◆ EXERCISE OBJECTIVE: Copy out each line containing "above" from the entries below.

◆ PROVIDED RECORDS:
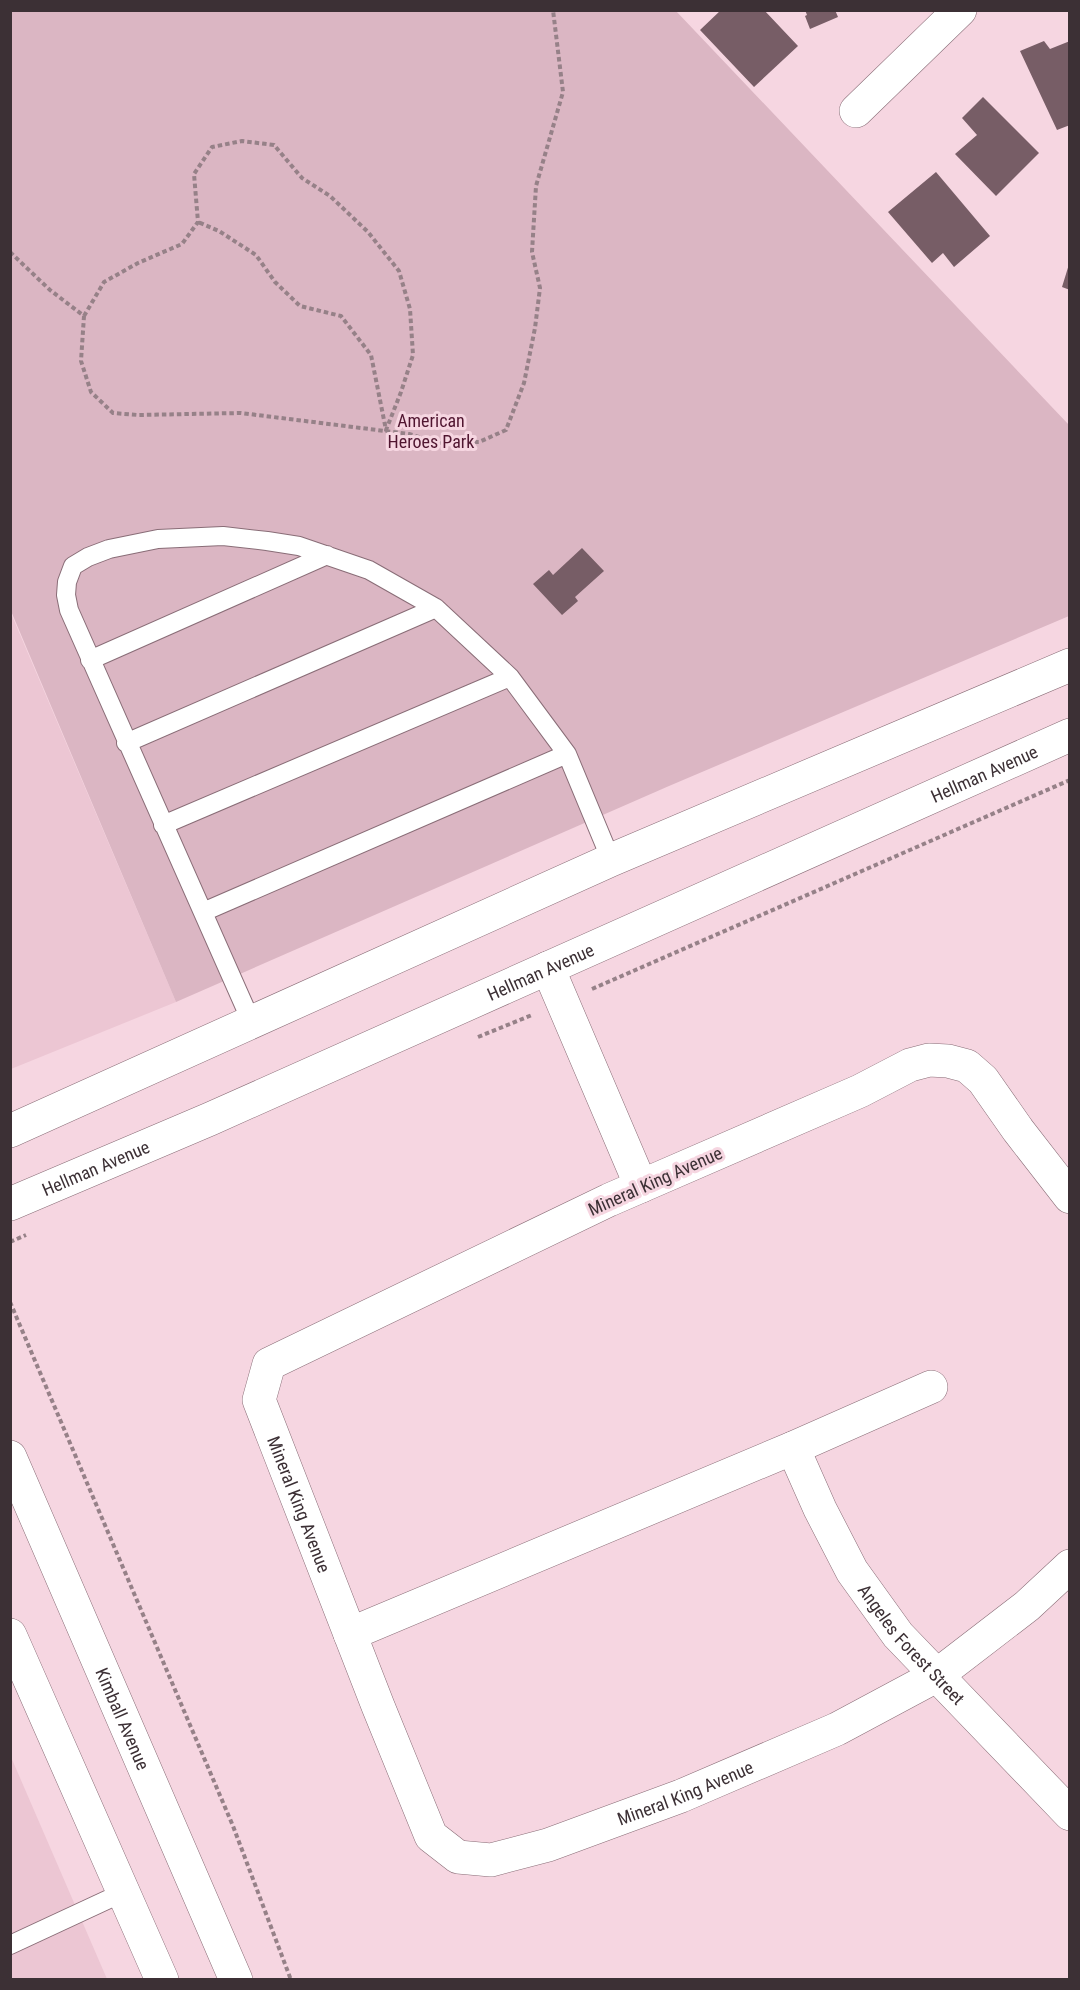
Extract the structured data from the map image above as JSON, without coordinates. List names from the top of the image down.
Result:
{
  "streets": {
    "street": [
      "Hellman Avenue",
      "Mineral King Avenue",
      "Angeles Forest Street",
      "Kimball Avenue"
    ]
  },
  "crossings": [
    ["Mineral King Avenue", "Angeles Forest Street"]
  ],
  "parks": ["American Heroes Park"]
}
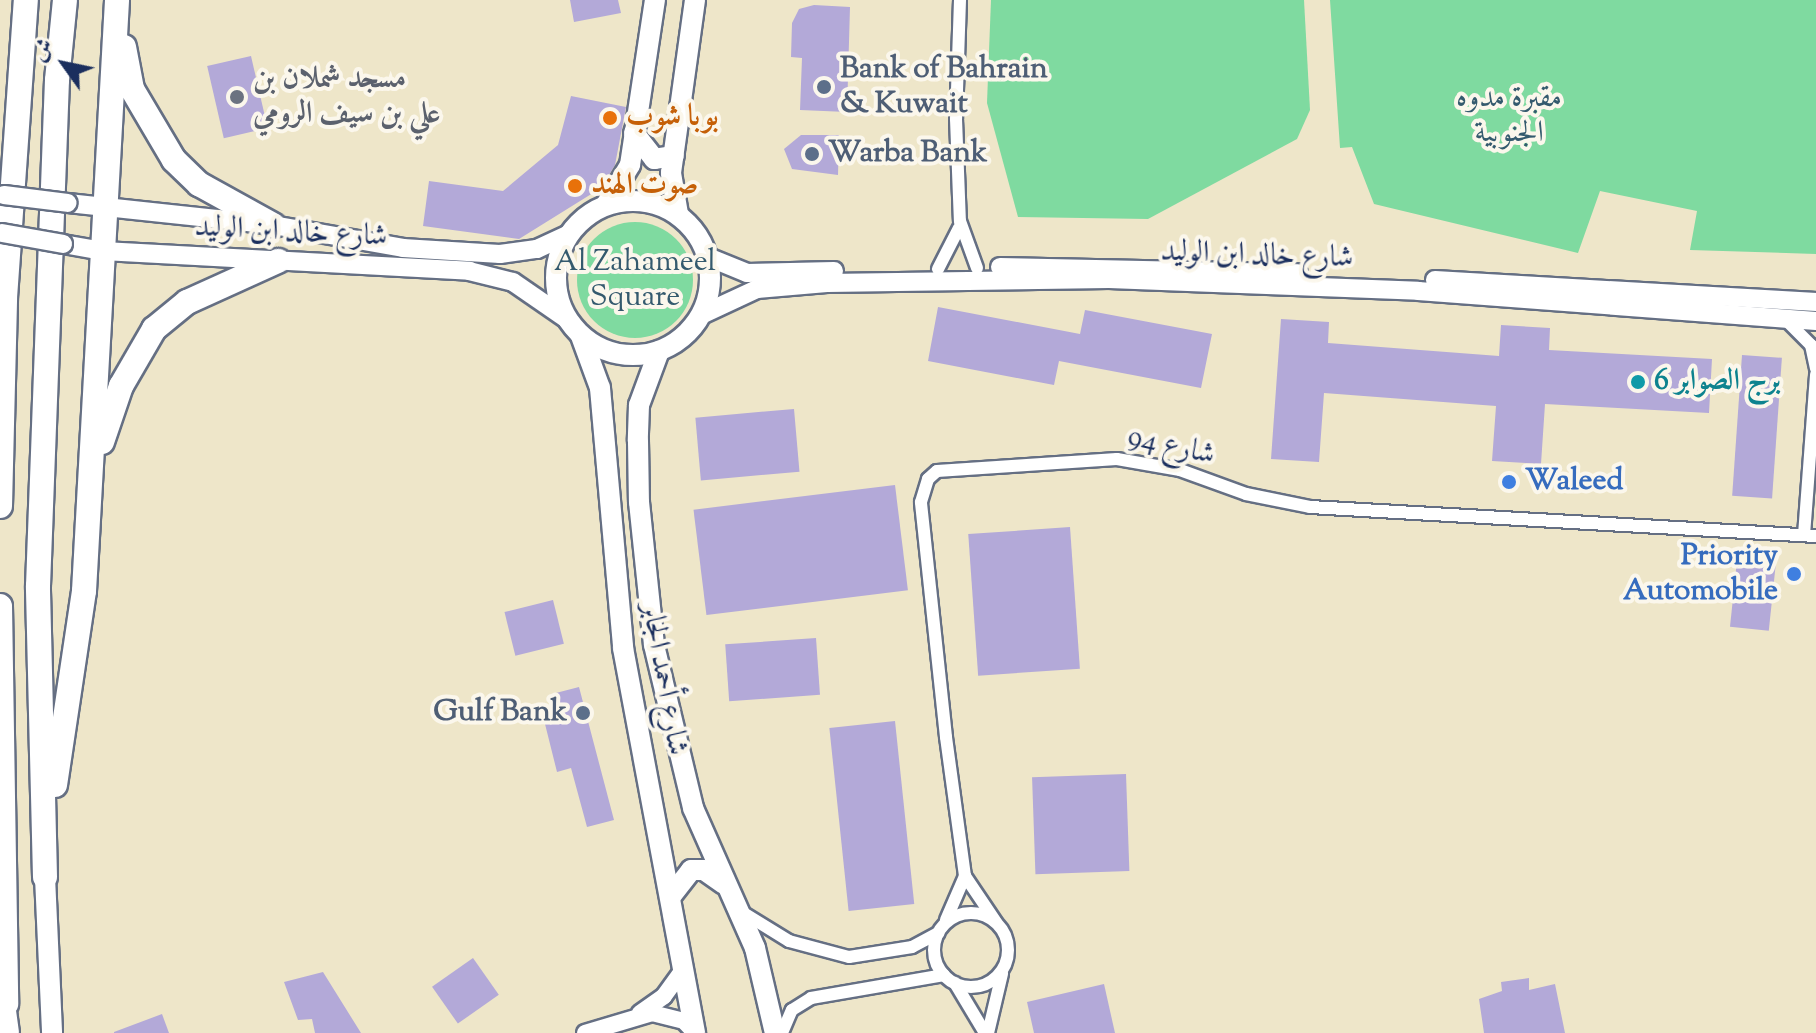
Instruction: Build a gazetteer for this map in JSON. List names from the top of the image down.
{
  "streets": {
    "main road": ["شارع خالد ابن الوليد", "شارع أحمد الجابر"],
    "street": ["شارع 94"]
  },
  "crossings": [
    ["شارع خالد ابن الوليد", "شارع 94"],
    ["شارع خالد ابن الوليد", "شارع أحمد الجابر"]
  ],
  "parks": ["مقبرة مدوه الجنوبية", "Al Zahameel Square"],
  "places": [
    "Bank of Bahrain & Kuwait",
    "مسجد شملان بن علي بن سيف الرومي",
    "بوبا شوب",
    "Warba Bank",
    "صوت الهند",
    "برج الصوابر 6",
    "Waleed",
    "Priority Automobile",
    "Gulf Bank"
  ],
  "north": "top left"
}
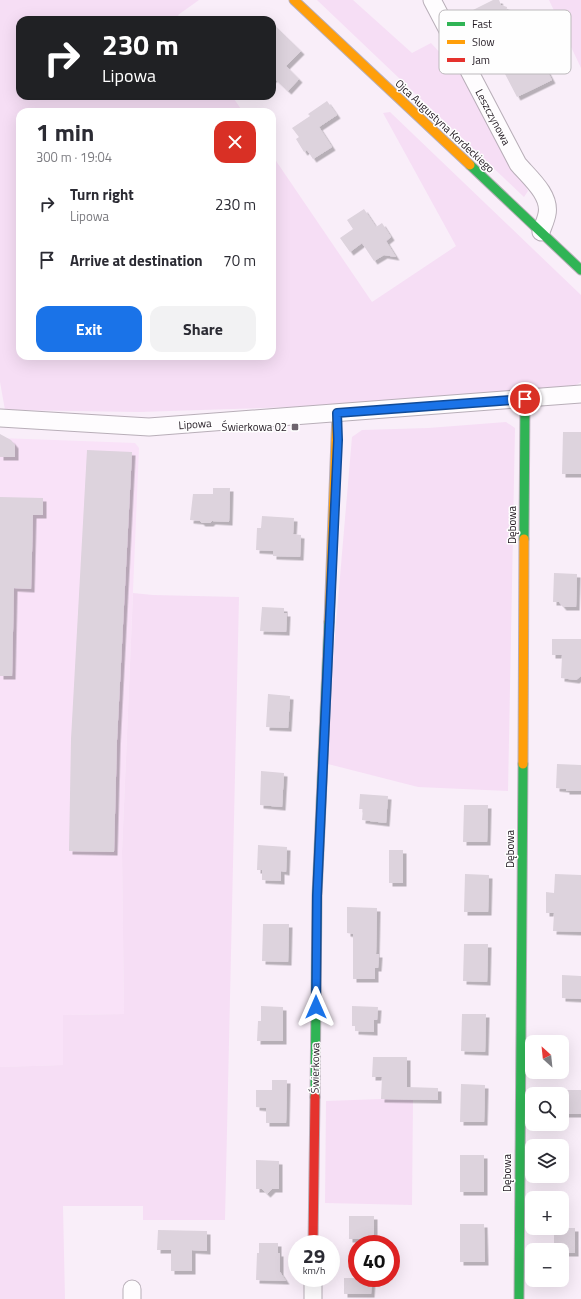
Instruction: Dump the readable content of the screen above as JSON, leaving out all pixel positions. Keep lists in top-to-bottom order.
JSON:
{
  "streets": {
    "street": [
      "Leszczynowa",
      "Ojca Augustyna Kordeckiego",
      "Lipowa",
      "Dębowa",
      "Świerkowa"
    ]
  },
  "crossings": [
    ["Leszczynowa", "Ojca Augustyna Kordeckiego"],
    ["Lipowa", "Dębowa"],
    ["Lipowa", "Świerkowa"]
  ],
  "places": {
    "transit": ["Świerkowa 02"]
  },
  "legend": ["Fast", "Slow", "Jam"],
  "north": "top left",
  "page": {
    "turn": ["230 m", "Lipowa"],
    "heading": ["1 min", "300 m · 19:04"],
    "list": [
      {
        "name": "Turn right",
        "note": "Lipowa",
        "value": "230 m"
      },
      {
        "name": "Arrive at destination",
        "value": "70 m"
      }
    ],
    "buttons": ["Exit", "Share"],
    "map_buttons": ["+", "−"],
    "speed": "29 km/h",
    "limit": "40"
  }
}
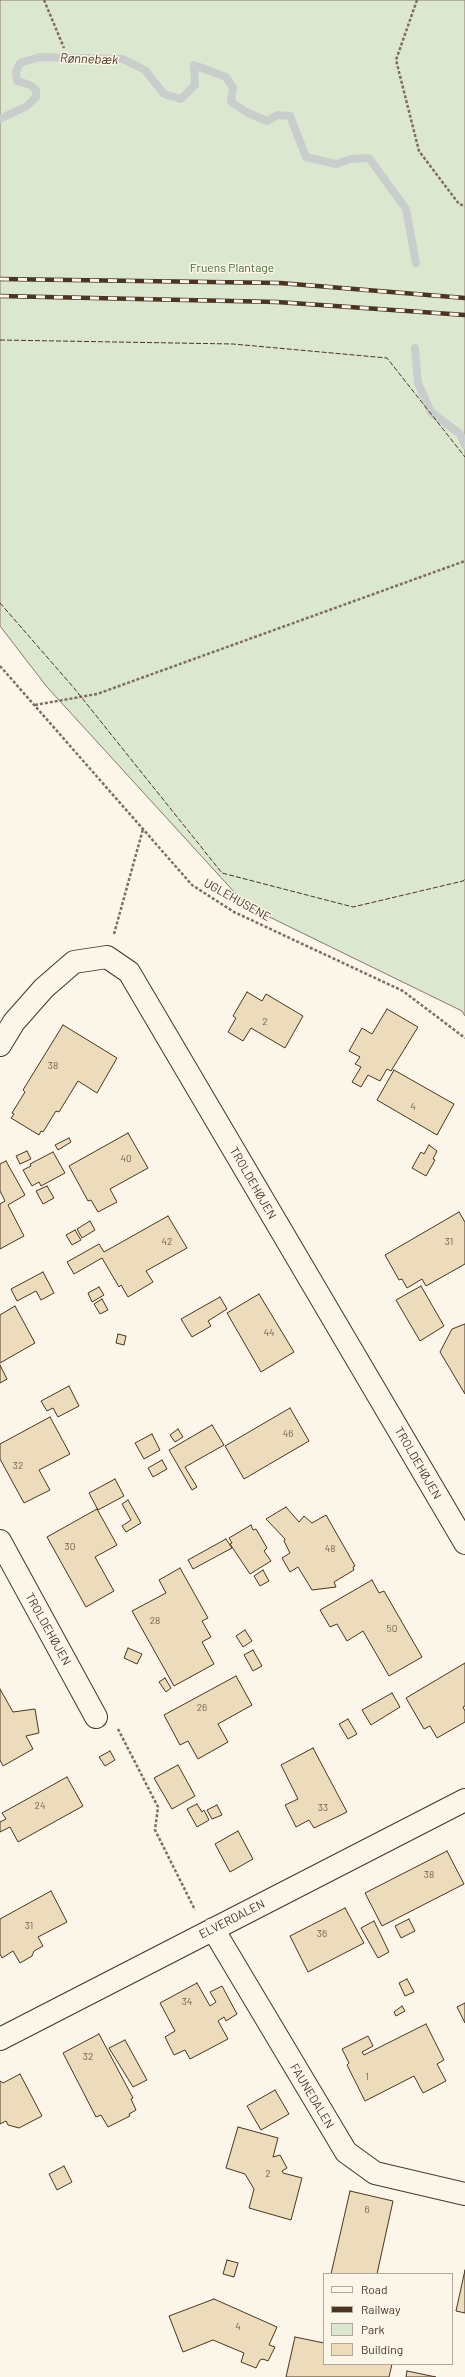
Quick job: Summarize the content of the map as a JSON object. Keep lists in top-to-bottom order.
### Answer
{
  "streets": {
    "street": ["TROLDEHØJEN", "ELVERDALEN", "FAUNEDALEN"],
    "path": ["UGLEHUSENE"]
  },
  "crossings": [
    ["ELVERDALEN", "FAUNEDALEN"]
  ],
  "water": ["Rønnebæk"],
  "parks": ["Fruens Plantage"],
  "house_numbers": [
    "2",
    "38",
    "4",
    "40",
    "42",
    "31",
    "44",
    "46",
    "32",
    "30",
    "48",
    "28",
    "50",
    "26",
    "24",
    "33",
    "38",
    "31",
    "36",
    "34",
    "32",
    "1",
    "2",
    "6",
    "4"
  ],
  "legend": [
    "Road",
    "Railway",
    "Park",
    "Building"
  ]
}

◆ SOLUTION BELOW:
Extract the structured data from the map image above as JSON, without coordinates. List names from the top of the image down.
Instruction: Dump the readable content of the screen above as JSON, leaving out all pixel positions. Keep lists in top-to-bottom order.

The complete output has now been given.